# Components:
→ Pistachio Milk
01 - 1 cup raw, unsalted pistachios
02 - 3 cups filtered water
03 - 1–2 tablespoons maple syrup or honey, optional
04 - 1/2 teaspoon pure vanilla extract
05 - Pinch of sea salt
→ Latte
06 - 2 shots espresso or strong brewed coffee (about 2 ounces)
07 - 1 1/2 cups homemade pistachio milk
08 - 1 tablespoon sugar or sweetener of choice, optional
09 - Crushed pistachios, for garnish, optional
# Method Steps:
01 - Submerge pistachios in water overnight or for at least 6 hours. Drain and rinse thoroughly.
02 - Combine soaked pistachios, filtered water, vanilla extract, maple syrup or honey, and a pinch of sea salt in a blender. Blend until completely smooth.

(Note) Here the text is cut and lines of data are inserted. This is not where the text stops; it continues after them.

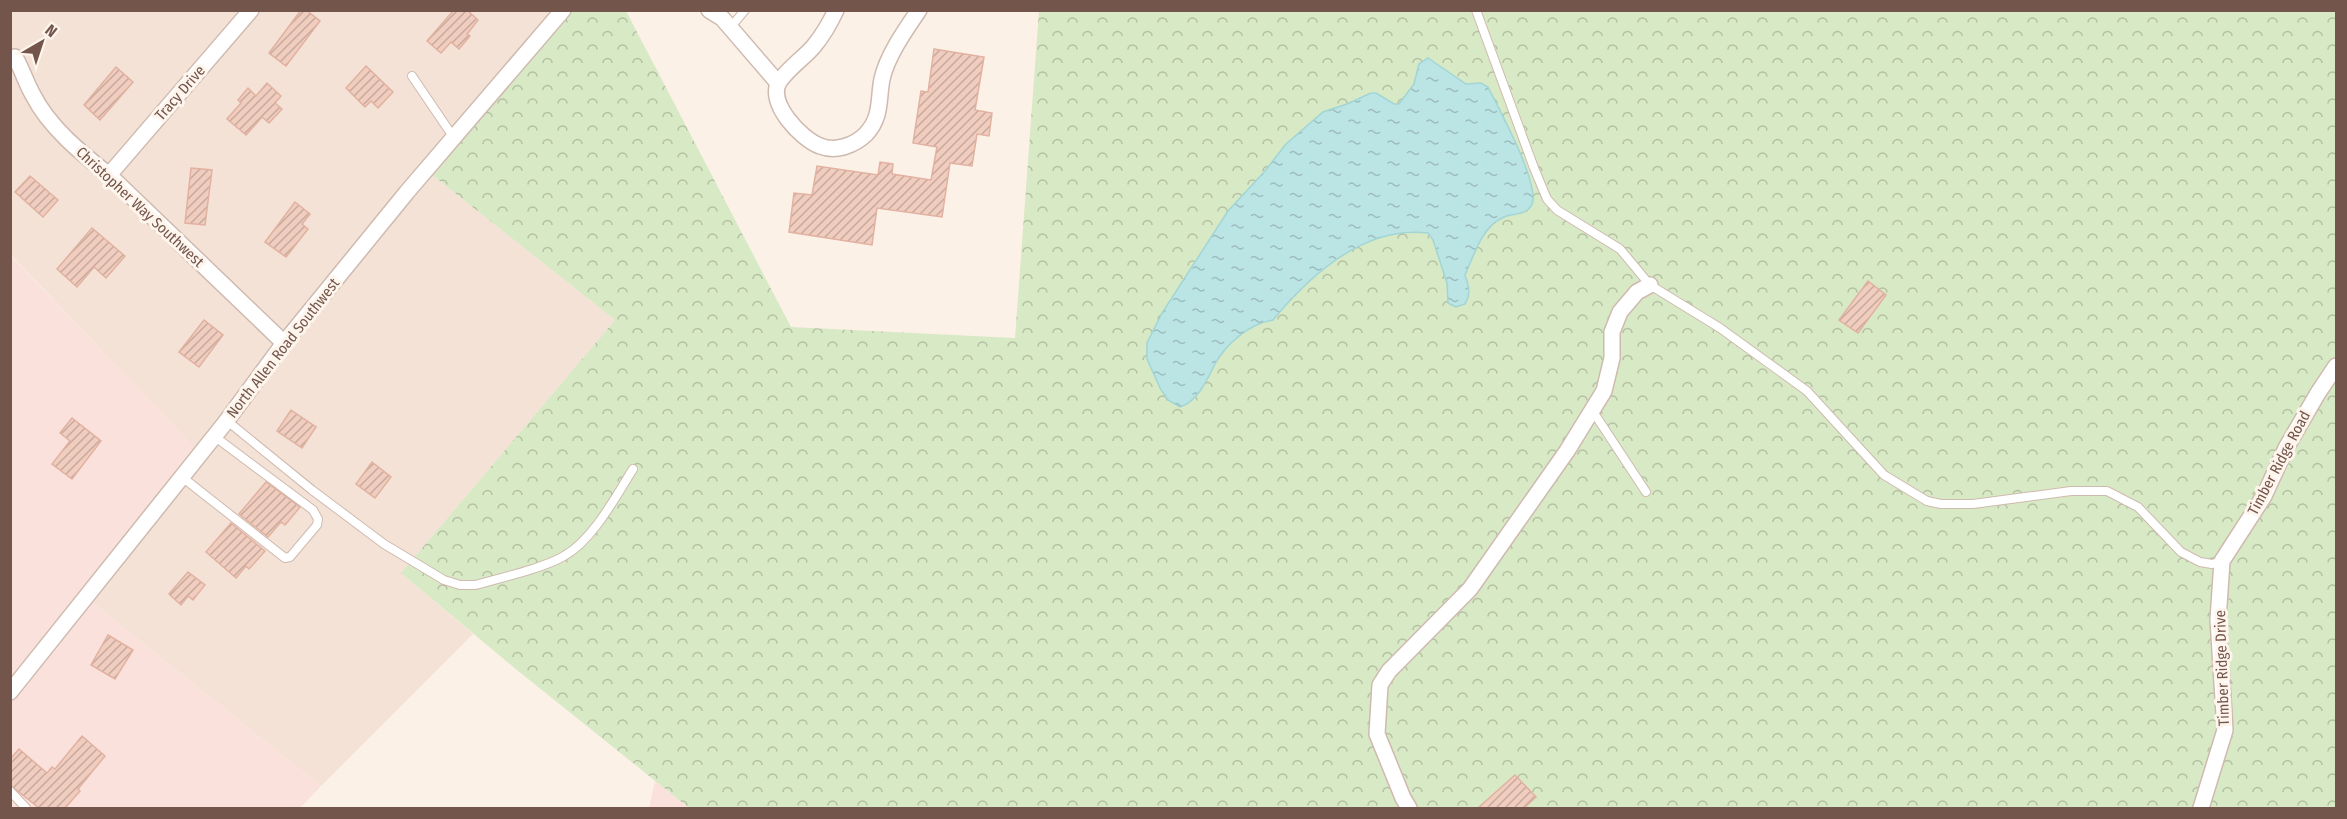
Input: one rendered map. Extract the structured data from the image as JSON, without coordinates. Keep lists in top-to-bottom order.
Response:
{
  "streets": {
    "street": [
      "Tracy Drive",
      "Christopher Way Southwest",
      "North Allen Road Southwest",
      "Timber Ridge Road",
      "Timber Ridge Drive"
    ]
  },
  "crossings": [
    ["Tracy Drive", "Christopher Way Southwest"],
    ["Christopher Way Southwest", "North Allen Road Southwest"],
    ["Timber Ridge Road", "Timber Ridge Drive"]
  ],
  "north": "top right"
}
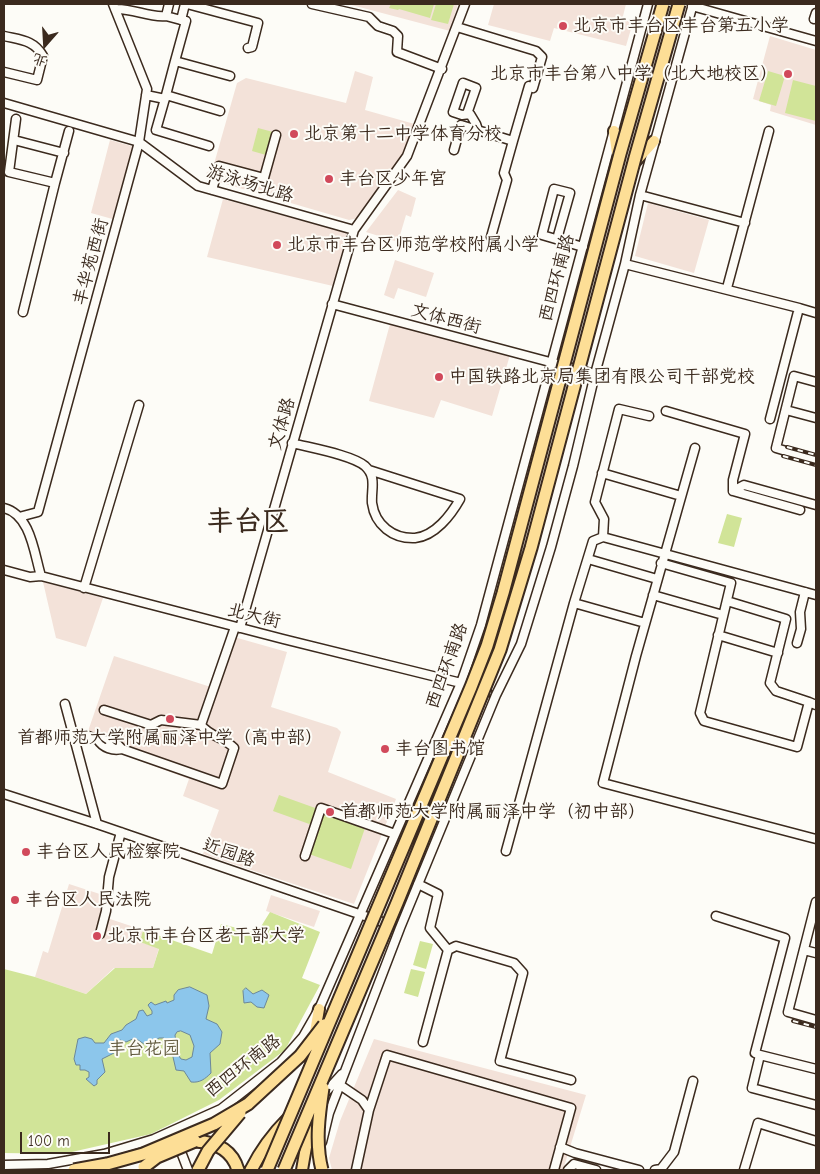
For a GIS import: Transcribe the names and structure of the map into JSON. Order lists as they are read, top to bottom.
{
  "streets": {
    "highway": ["西四环南路"],
    "street": [
      "游泳场北路",
      "丰华苑西街",
      "文体西街",
      "文体路",
      "北大街",
      "近园路"
    ]
  },
  "crossings": [
    ["游泳场北路", "丰华苑西街"],
    ["游泳场北路", "文体路"],
    ["西四环南路", "文体西街"],
    ["西四环南路", "北大街"],
    ["西四环南路", "近园路"],
    ["文体西街", "文体路"],
    ["文体路", "北大街"]
  ],
  "districts": ["丰台区"],
  "parks": ["丰台花园"],
  "places": [
    "北京市丰台区丰台第五小学",
    "北京市丰台第八中学（北大地校区）",
    "北京第十二中学体育分校",
    "丰台区少年宫",
    "北京市丰台区师范学校附属小学",
    "中国铁路北京局集团有限公司干部党校",
    "首都师范大学附属丽泽中学（高中部）",
    "丰台图书馆",
    "首都师范大学附属丽泽中学（初中部）",
    "丰台区人民检察院",
    "丰台区人民法院",
    "北京市丰台区老干部大学"
  ],
  "scale_bar": "100 m",
  "north": "bottom"
}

03 - Pass the blended mixture through a nut milk bag or fine mesh sieve into a pitcher. Discard solids or reserve for baking purposes.
04 - Gently heat pistachio milk in a saucepan, whisking until hot but not boiling. Adjust sweetness as desired.
05 - Brew espresso or robust coffee using an espresso machine or coffee maker.
06 - Pour heated pistachio milk into cups, reserving some froth. Add espresso to each cup and gently stir to combine.
07 - Top each cup with reserved froth and garnish with crushed pistachios if desired. Serve immediately.